In the event of a security breach that may pose a risk to the rights and freedoms of users, GALI will notify the competent supervisory authority within a maximum of 72 hours and, where appropriate, the affected users without undue delay.
11. Minors
Minors
GALI is intended for people over 16 years of age. We do not knowingly collect data from children under 16. In Spain, Article 7 of the LOPDGDD sets 14 as the minimum age for consent to data processing; GALI has adopted a more conservative threshold of 16 in line with recommendations from the European Data Protection Board.
If you become aware that a child under 16 has provided us with personal data, please notify us at galifinancialapp@gmail.com so that we can proceed with its immediate deletion.
13. Changes
Changes to this policy
GALI may update this Privacy Policy at any time to reflect changes in the service, applicable law, or our data processing practices. When we make material changes, we will notify you through a push notification in the app or through a prominent notice when opening the application before the changes take effect.

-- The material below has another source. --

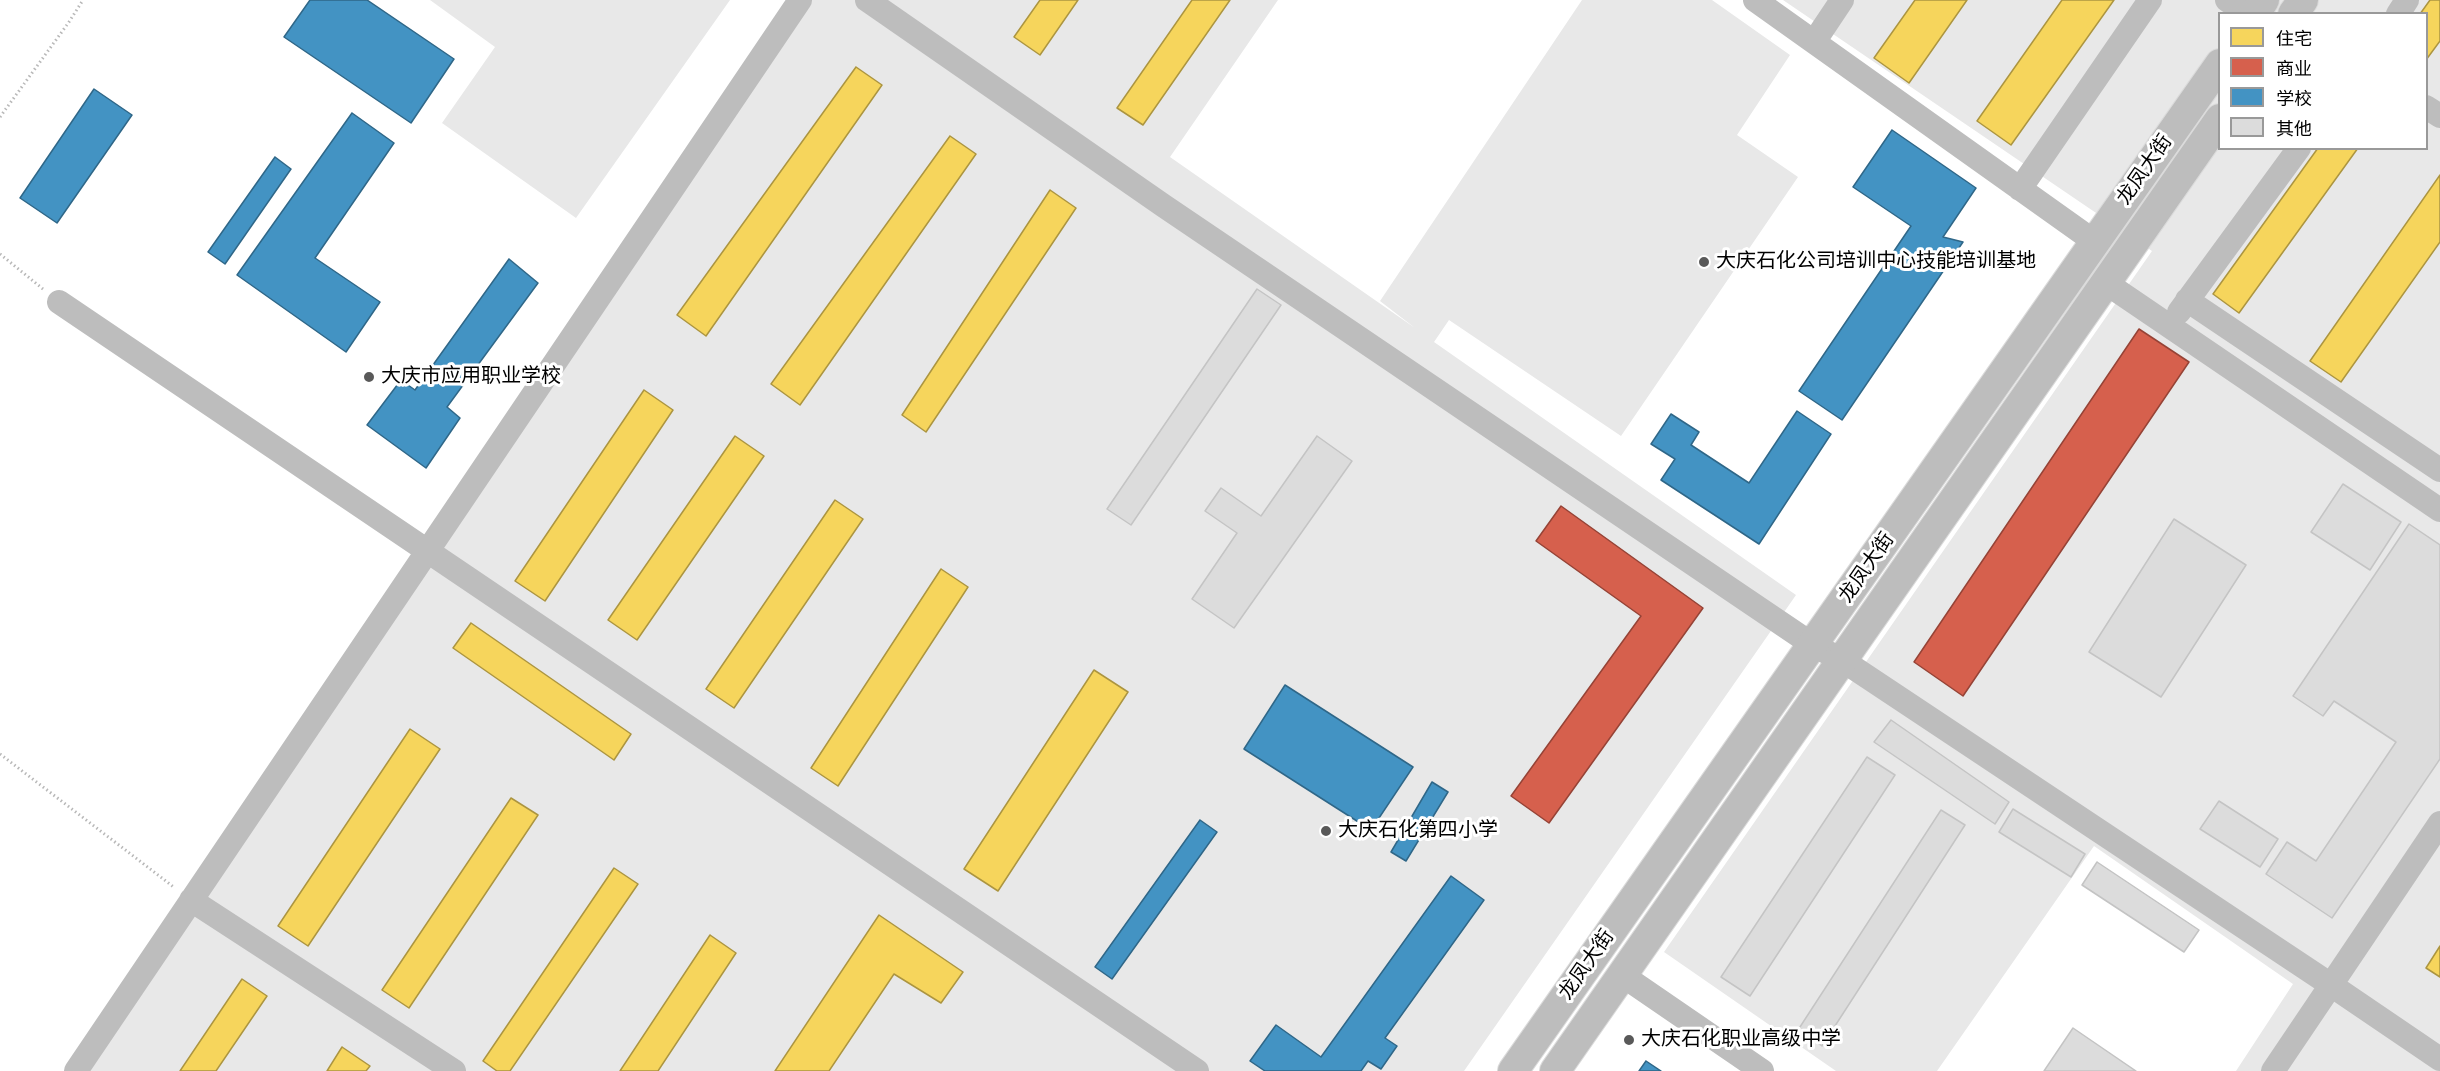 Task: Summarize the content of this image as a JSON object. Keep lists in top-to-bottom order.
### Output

The date of the latest update will always be shown at the beginning of this document.
Continued use of the app after publication of the changes implies acceptance of the new version of the policy.
14. Contact
Contact
If you have any question, concern, or request related to this Privacy Policy or the processing of your personal data, you can contact us through:
| Field | Details |
|---|---|
| galifinancialapp@gmail.com | |
| Suggested subject | "Privacy – [your request]" |
| Response time | Maximum 30 calendar days from receipt of your request |
GALI · Privacy Policy v1.0 · Madrid, Spain · April 2026 · galifinancialapp@gmail.com
15. Gali for Advisors
Additional privacy terms for Gali for Advisors
Gali for Advisors is a service designed to help advisors manage client relationships, view authorised financial information, store documents, create reports, and use planning tools such as calendar features.
Google API compliance
Google Workspace API Limited Use statement
The use and transfer of raw or derived user data received from Google Workspace APIs will adhere to the Google API Services User Data Policy, including the Limited Use requirements.
For Google Calendar connections in Gali for Advisors, we use Google user data only to provide and support the calendar sync features requested by the advisor inside the product.
We do not use Google Calendar data obtained through these APIs to develop, improve, or train generalised artificial intelligence or machine learning models.
Information we collect
Depending on how the service is used, we may collect and process the following categories of personal information:
Account information
When an advisor creates or uses an account, we may process information such as name, email address, login details, language settings, time preferences, and other account-related settings.
Client relationship information
When an advisor is connected to a client through the Gali ecosystem, we may process information needed to show that relationship inside the advisor portal, including permission level, connection status, and related financial information the client has authorised for advisor access.
Documents and files
If an advisor uploads documents or files for a client, we process the file itself together with related information such as file name, type, size, upload date, and download information.
Calendar and planning information
If an advisor creates reminders, meetings, follow-ups, notes, or other calendar entries, we process the information included in those entries. If the advisor chooses to connect an external calendar, we may also display calendar information from that connected service.
Reports and usage information
We may process report names, export settings, and product usage information that helps us provide the service, maintain security, and understand how the advisor portal is used.
Security and verification information
We process information needed to verify accounts, manage password resets, prevent abuse, and protect the service, such as verification codes, login session information, and other technical security records.
How we use information
To provide the service
We use information to create accounts, sign users in, show dashboards, manage advisor-client relationships, generate reports, store files, and support the normal operation of Gali for Advisors.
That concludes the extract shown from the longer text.